[[ SOURCE DATA, beginning ]]

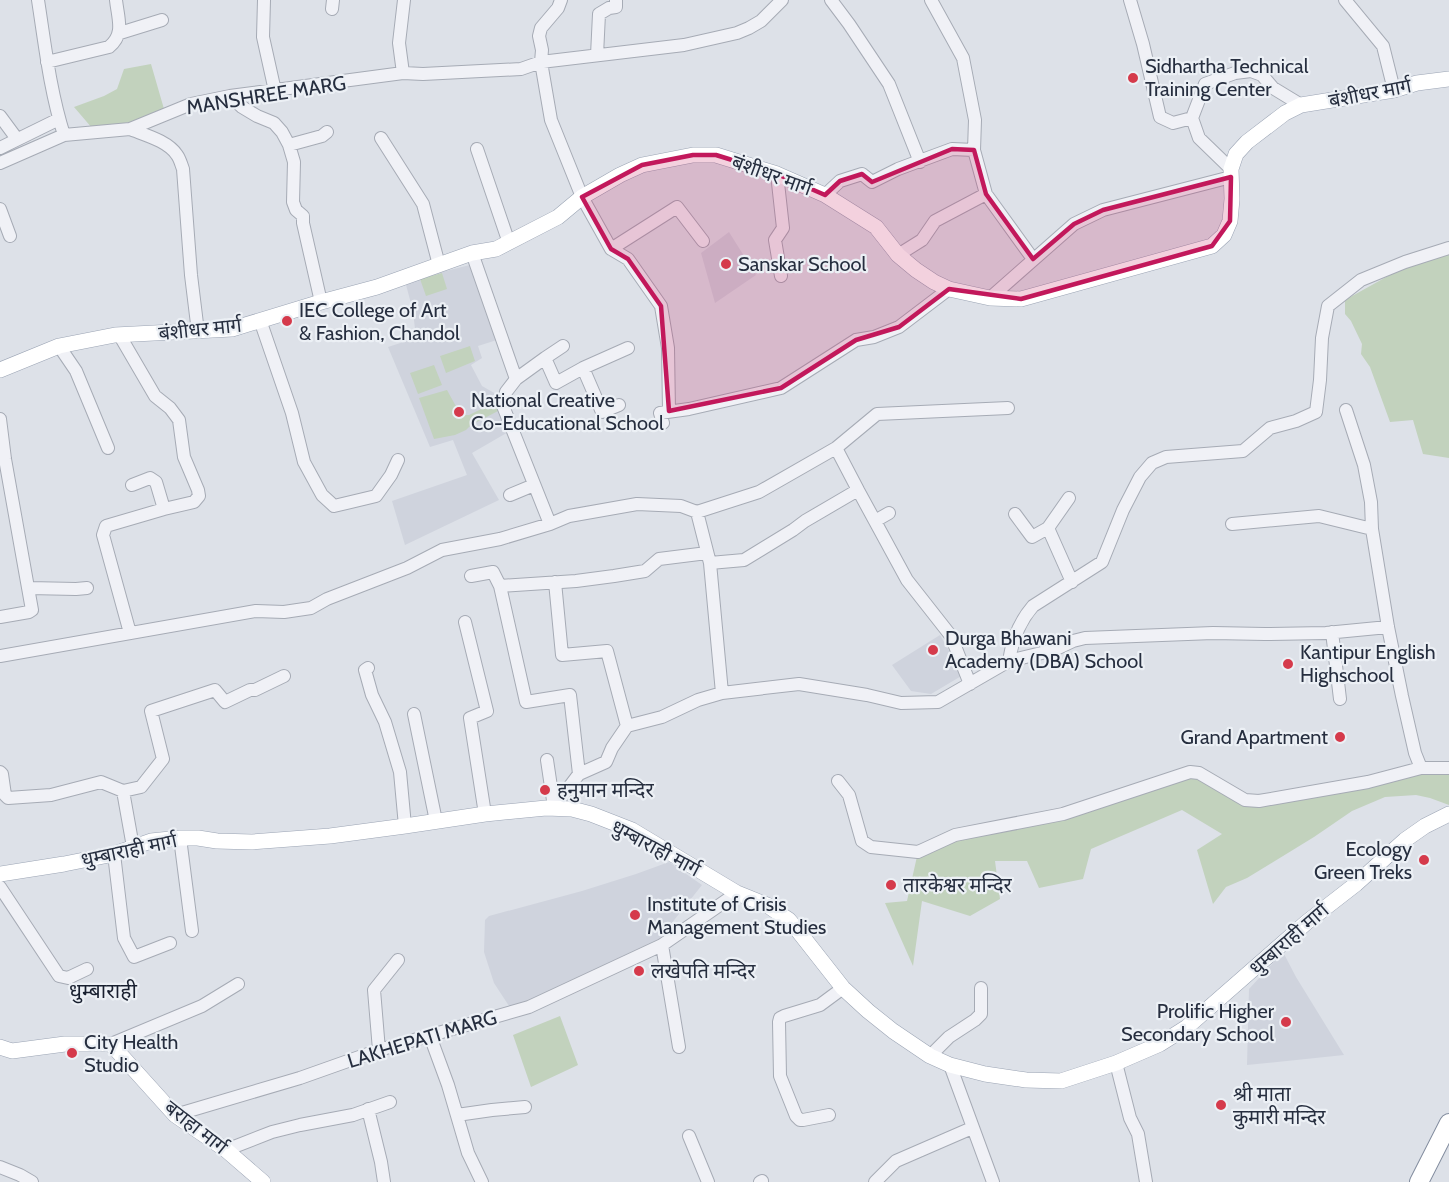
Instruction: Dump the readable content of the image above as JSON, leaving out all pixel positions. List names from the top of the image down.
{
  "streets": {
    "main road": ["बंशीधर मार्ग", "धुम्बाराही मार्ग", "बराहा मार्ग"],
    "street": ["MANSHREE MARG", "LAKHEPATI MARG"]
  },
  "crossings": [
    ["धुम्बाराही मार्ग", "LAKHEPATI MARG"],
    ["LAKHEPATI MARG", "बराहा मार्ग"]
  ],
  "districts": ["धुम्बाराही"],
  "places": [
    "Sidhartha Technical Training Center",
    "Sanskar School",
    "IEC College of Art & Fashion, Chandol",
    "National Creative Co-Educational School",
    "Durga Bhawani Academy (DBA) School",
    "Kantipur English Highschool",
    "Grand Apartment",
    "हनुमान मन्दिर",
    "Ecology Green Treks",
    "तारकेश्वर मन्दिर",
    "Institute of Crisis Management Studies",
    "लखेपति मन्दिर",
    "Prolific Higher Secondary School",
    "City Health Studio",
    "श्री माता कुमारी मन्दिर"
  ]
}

[[ SOURCE DATA, end ]]

WHAT YOU ARE ASKED TO DO:
The expected output is every entry above, character for character, with no pictures.

RESPONSE TO THIS TASK:
Instruction: Dump the readable content of the image above as JSON, leaving out all pixel positions. List names from the top of the image down.
{
  "streets": {
    "main road": ["बंशीधर मार्ग", "धुम्बाराही मार्ग", "बराहा मार्ग"],
    "street": ["MANSHREE MARG", "LAKHEPATI MARG"]
  },
  "crossings": [
    ["धुम्बाराही मार्ग", "LAKHEPATI MARG"],
    ["LAKHEPATI MARG", "बराहा मार्ग"]
  ],
  "districts": ["धुम्बाराही"],
  "places": [
    "Sidhartha Technical Training Center",
    "Sanskar School",
    "IEC College of Art & Fashion, Chandol",
    "National Creative Co-Educational School",
    "Durga Bhawani Academy (DBA) School",
    "Kantipur English Highschool",
    "Grand Apartment",
    "हनुमान मन्दिर",
    "Ecology Green Treks",
    "तारकेश्वर मन्दिर",
    "Institute of Crisis Management Studies",
    "लखेपति मन्दिर",
    "Prolific Higher Secondary School",
    "City Health Studio",
    "श्री माता कुमारी मन्दिर"
  ]
}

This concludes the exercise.